What to do:
Filter the material below down to the lines with the word "controls" and give those lines.

Records to use:

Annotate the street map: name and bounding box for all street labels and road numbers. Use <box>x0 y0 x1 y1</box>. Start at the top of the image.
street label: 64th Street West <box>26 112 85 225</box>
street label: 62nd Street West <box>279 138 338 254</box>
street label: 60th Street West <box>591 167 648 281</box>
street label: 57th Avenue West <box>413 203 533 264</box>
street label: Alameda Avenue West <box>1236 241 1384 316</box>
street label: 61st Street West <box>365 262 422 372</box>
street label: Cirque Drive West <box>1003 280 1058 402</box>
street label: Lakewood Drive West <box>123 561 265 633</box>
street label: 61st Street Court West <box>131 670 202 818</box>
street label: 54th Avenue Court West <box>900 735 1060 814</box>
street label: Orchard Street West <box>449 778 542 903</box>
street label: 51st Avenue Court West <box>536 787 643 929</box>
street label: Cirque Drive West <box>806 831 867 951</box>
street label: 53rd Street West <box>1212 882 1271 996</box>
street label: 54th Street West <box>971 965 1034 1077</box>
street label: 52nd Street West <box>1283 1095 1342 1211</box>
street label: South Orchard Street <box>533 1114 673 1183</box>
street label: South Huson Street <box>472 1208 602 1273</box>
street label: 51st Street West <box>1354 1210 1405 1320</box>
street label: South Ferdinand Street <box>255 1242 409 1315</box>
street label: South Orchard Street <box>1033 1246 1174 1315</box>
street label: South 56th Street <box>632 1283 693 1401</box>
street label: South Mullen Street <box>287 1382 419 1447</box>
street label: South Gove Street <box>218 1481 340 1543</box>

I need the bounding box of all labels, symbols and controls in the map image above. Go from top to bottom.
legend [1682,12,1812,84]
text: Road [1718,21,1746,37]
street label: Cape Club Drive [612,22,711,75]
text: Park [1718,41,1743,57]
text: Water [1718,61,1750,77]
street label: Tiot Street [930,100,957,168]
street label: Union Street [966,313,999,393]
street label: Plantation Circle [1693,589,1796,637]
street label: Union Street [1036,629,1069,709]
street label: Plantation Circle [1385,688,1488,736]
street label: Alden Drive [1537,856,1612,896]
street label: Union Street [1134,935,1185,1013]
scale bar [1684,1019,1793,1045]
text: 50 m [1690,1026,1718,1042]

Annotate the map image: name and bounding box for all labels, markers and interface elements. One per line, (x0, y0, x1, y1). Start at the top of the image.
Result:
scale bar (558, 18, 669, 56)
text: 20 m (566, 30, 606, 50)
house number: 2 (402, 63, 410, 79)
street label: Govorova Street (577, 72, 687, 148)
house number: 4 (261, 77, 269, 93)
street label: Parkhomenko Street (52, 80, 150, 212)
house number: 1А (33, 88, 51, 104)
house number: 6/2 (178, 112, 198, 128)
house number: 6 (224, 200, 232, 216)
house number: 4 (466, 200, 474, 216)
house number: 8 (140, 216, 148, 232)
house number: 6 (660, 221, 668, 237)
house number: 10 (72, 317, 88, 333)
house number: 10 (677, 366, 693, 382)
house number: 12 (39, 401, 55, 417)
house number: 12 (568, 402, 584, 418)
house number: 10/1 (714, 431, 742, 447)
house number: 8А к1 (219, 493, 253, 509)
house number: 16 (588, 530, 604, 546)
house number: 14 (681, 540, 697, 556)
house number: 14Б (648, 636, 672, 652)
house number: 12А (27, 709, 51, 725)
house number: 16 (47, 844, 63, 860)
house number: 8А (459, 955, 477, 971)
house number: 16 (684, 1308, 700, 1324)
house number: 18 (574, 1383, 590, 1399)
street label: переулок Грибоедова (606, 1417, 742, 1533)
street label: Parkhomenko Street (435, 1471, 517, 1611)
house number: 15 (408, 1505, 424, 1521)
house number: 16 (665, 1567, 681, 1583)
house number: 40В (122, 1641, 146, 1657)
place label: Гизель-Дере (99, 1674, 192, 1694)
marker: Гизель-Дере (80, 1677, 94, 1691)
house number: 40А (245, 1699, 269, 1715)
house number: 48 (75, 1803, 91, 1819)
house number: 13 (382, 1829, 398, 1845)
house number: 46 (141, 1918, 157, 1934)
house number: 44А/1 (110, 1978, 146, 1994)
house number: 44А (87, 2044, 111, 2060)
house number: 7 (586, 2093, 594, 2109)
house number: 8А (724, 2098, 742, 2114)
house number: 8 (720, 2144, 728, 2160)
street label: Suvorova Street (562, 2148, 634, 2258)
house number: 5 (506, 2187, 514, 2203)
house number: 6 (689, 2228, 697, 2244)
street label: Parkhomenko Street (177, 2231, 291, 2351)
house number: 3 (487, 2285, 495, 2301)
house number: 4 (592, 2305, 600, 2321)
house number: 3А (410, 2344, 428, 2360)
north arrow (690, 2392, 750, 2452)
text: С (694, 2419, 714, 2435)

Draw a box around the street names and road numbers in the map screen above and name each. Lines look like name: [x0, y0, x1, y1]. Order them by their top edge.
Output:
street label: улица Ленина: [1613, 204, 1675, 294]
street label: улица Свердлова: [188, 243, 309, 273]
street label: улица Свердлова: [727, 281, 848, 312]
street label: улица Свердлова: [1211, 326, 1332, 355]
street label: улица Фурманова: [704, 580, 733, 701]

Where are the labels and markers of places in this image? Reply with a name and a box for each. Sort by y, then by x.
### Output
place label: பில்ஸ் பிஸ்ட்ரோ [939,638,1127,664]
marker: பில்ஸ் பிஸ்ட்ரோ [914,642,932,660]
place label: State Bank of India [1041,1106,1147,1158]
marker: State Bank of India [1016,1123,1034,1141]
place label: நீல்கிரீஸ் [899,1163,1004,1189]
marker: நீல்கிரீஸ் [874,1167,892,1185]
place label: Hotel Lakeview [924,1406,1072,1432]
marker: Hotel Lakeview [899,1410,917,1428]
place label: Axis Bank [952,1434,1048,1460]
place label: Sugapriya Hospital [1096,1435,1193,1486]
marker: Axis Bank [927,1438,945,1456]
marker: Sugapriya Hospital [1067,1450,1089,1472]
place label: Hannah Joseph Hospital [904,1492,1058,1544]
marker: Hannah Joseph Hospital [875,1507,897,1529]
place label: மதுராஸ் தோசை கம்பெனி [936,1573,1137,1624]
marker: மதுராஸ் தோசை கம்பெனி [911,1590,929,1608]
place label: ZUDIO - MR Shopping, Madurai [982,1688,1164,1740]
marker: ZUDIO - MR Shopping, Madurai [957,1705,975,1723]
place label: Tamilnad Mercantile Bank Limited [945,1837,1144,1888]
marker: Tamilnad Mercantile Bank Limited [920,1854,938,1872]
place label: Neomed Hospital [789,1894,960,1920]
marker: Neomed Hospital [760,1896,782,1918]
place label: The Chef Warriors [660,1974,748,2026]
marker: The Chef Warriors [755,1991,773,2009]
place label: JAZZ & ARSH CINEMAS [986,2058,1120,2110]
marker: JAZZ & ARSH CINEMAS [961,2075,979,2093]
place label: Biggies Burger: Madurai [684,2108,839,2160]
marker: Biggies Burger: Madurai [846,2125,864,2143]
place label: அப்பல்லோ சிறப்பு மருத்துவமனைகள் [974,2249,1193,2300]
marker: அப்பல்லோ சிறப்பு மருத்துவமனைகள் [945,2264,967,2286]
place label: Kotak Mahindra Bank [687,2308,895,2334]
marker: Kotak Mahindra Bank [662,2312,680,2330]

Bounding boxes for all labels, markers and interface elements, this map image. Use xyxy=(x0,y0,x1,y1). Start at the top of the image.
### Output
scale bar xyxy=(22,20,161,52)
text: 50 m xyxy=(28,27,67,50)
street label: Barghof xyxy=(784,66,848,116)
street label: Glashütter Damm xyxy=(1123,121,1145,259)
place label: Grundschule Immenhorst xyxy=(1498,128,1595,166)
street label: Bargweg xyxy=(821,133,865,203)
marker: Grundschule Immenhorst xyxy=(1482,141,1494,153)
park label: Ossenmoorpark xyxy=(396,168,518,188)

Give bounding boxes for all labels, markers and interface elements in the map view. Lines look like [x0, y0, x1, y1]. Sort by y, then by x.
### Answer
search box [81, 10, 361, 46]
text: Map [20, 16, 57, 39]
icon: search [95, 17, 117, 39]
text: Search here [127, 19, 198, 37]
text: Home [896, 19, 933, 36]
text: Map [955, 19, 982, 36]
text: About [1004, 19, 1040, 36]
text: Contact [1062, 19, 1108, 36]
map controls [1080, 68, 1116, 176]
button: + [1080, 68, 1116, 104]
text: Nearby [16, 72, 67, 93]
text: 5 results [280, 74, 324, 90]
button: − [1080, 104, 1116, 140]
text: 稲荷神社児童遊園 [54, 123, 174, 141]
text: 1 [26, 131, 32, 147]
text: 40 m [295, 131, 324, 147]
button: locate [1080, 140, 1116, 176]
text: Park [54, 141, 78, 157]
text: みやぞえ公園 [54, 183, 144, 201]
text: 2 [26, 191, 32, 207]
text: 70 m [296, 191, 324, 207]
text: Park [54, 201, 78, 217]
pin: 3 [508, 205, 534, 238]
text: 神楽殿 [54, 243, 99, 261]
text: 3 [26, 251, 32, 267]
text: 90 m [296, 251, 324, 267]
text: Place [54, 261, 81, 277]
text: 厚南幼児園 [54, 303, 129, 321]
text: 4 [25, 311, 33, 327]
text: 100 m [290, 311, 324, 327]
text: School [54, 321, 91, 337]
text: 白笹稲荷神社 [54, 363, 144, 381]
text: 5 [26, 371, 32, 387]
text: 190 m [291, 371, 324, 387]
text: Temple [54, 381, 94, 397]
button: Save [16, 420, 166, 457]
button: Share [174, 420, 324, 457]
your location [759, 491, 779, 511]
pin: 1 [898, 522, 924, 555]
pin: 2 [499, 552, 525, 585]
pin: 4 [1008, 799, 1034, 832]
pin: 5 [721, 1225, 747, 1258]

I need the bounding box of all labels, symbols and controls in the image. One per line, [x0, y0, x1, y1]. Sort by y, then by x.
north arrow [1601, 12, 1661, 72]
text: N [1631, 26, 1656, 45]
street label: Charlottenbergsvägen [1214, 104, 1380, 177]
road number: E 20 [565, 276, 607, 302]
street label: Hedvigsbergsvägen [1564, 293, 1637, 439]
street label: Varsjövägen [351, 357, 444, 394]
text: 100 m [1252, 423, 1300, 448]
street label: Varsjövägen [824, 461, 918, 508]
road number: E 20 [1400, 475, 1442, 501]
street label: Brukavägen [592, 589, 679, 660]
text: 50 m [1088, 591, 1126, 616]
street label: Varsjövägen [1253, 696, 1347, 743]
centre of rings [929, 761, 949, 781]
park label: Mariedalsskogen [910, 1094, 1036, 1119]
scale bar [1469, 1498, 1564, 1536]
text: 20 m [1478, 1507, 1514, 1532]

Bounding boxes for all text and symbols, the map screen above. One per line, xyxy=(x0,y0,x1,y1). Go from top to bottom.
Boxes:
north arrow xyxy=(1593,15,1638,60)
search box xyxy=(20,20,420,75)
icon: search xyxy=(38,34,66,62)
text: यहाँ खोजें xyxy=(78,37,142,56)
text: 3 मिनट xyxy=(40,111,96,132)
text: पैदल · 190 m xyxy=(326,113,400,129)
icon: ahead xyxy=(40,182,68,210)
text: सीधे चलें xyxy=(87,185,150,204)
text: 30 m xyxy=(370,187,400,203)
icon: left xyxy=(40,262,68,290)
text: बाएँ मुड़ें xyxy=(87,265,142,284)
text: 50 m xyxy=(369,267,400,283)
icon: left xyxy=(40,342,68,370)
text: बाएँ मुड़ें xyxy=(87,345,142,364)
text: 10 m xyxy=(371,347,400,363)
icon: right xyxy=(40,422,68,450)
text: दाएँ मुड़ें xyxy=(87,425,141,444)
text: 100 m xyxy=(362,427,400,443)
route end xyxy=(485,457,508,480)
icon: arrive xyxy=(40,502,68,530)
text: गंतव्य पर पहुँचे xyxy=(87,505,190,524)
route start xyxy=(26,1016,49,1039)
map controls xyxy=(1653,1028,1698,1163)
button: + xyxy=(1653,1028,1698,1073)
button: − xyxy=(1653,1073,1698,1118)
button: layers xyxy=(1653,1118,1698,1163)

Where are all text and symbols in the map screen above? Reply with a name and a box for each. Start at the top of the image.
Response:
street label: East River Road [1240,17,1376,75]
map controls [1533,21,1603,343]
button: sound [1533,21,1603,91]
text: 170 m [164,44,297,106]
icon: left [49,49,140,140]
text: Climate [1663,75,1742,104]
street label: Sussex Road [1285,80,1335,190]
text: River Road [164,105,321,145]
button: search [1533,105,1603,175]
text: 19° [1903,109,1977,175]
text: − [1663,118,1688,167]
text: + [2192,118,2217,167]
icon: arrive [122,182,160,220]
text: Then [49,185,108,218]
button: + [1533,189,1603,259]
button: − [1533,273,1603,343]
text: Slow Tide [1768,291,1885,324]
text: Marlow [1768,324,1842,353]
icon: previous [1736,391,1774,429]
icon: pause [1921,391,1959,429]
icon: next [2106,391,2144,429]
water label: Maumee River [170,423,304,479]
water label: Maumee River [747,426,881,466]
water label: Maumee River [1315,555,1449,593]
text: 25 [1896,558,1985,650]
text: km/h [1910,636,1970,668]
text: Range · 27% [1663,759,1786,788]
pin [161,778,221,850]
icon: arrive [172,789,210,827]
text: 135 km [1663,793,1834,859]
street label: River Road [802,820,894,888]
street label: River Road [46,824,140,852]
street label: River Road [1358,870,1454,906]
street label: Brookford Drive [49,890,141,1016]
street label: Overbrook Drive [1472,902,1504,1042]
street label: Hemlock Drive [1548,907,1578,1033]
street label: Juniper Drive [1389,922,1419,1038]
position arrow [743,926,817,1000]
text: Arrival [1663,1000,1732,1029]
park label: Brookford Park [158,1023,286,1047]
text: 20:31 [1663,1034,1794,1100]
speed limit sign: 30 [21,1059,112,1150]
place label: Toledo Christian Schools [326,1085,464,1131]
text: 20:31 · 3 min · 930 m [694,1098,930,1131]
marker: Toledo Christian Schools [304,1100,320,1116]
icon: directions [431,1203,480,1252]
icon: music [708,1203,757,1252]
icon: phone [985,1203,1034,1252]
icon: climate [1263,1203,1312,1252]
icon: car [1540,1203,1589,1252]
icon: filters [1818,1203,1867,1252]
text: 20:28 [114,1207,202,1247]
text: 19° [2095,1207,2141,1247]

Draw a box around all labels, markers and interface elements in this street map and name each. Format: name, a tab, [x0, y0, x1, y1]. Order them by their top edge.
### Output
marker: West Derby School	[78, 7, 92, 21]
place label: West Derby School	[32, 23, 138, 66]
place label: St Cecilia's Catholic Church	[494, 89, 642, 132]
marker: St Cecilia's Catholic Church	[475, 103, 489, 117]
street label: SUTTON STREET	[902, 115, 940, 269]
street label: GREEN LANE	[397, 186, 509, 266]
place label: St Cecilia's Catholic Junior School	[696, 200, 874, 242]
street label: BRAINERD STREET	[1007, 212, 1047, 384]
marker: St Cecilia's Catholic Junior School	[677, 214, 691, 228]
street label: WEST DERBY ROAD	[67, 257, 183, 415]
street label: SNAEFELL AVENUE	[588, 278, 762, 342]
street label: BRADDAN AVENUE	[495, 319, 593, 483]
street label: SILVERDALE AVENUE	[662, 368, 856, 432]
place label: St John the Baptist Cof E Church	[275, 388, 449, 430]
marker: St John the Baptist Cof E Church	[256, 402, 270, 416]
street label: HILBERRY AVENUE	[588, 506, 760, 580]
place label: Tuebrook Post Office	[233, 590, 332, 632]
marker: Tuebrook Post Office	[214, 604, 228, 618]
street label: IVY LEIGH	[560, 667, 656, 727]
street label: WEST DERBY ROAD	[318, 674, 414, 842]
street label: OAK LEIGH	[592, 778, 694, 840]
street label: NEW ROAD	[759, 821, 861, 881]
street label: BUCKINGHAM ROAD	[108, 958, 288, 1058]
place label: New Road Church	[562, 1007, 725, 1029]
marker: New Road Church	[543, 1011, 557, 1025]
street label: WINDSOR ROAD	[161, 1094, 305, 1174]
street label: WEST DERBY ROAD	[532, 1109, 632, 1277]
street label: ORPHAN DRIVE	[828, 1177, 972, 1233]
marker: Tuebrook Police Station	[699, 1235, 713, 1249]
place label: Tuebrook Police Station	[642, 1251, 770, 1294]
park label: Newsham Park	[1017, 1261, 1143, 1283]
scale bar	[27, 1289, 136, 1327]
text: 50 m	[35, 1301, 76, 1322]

Answer to this problem:
I need the bounding box of all labels, symbols and controls in the map image above. Go from top to bottom.
map controls [1080, 68, 1116, 176]
I need the bounding box of all labels, symbols and controls in the image. One per line, [x0, y0, x1, y1]. Sort by y, then by x.
map controls xyxy=(1653,1028,1698,1163)
map controls [1533,21,1603,343]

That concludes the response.